Whisper it not to your friends in financial markets, but the global economy is moving into recession.
The US stock markets keep making new highs, thanks to the support from the major western central banks. But in the real world, where the rest of us live, the best leading indicator for the global economy is clearly flashing a red light:
- On the left is Prof Robert Shiller’s CAPE Index, showing the US S&P 500’s valuation is at levels only seen before in 1929 and 2000
- On the right is the American Chemistry Council’s global chemical Capacity Utilisation (CU%), which has fallen back to May 2013’s level
They can’t both be right about the outlook.

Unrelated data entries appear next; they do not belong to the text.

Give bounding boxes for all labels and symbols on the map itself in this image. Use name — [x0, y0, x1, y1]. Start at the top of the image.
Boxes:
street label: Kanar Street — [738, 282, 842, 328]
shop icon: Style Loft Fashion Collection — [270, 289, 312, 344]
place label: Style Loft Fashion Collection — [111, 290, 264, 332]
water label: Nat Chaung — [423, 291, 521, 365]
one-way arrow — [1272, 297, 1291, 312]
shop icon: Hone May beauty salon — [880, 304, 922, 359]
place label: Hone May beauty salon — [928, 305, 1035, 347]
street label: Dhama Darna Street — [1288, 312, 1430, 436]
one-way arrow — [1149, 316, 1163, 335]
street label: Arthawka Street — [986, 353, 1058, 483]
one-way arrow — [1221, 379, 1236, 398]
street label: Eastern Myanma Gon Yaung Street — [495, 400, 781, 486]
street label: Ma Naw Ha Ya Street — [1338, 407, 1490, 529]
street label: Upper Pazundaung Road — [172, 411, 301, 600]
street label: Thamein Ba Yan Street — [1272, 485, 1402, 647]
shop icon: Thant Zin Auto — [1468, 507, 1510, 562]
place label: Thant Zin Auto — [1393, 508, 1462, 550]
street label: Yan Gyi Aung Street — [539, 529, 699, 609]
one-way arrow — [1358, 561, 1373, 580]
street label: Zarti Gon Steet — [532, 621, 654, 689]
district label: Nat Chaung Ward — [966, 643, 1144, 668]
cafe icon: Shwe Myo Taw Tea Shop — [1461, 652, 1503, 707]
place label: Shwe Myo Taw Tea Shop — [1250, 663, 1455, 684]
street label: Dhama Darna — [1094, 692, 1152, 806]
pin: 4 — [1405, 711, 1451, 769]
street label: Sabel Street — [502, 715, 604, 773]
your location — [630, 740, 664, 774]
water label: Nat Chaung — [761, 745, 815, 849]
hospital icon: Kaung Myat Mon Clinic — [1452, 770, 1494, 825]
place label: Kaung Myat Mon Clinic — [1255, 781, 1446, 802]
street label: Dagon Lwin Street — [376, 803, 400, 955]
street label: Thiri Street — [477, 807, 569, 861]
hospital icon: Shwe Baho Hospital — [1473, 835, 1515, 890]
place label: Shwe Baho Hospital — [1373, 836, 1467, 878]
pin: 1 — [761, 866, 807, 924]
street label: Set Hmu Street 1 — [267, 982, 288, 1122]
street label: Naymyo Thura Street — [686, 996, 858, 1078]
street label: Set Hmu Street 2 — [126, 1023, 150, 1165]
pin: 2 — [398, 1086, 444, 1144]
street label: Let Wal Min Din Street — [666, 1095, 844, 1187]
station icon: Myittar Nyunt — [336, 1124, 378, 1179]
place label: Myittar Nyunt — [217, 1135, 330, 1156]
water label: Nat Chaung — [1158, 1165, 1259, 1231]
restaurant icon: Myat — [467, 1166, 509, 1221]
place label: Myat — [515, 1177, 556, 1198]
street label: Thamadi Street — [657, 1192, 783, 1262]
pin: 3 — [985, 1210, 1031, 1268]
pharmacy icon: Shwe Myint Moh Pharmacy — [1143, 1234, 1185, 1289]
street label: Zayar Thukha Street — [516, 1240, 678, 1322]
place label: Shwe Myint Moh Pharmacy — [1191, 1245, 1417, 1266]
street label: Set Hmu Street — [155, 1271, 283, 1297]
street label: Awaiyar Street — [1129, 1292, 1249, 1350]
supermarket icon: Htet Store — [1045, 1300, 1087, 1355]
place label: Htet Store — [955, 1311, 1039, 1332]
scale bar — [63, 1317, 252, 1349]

Chemicals are known to be the best leading indicator for the global economy. Their applications cover virtually all sectors of the economy, from plastics, energy and agriculture to pharmaceuticals, detergents and textiles. And every country in the world uses relatively large volumes of chemicals.
The chart shows the very high correlation with IMF GDP data. Even more usefully, the data is never more than a few weeks old. So we can see what is happening in almost real time.
And the news is not good. The CU% has been in decline since January 2018, and it is showing no sign of recovery. In fact, our own ‘flash report’ on the economy, The pH Report’s Volume Proxy Index, is showing a very weak performance as the charts confirm:
- The Index focuses on the past 6 months, and shows a very weak performance. It has gone negative even though September – November should be seasonally strong months, as businesses ramp up their activity again after the holidays
- Even more worrying is that the main Regions are currently in a synchronised slowdown. And each time they have tried to rally, they have fallen back again – a sign of weak underlying demand
And, of course, we are now moving into the seasonally slower part of the year, when companies often destock for year-end inventory management reasons. So it is unlikely that we will see a recovery in the rest of 2019, whether or not a US-China trade deal is signed.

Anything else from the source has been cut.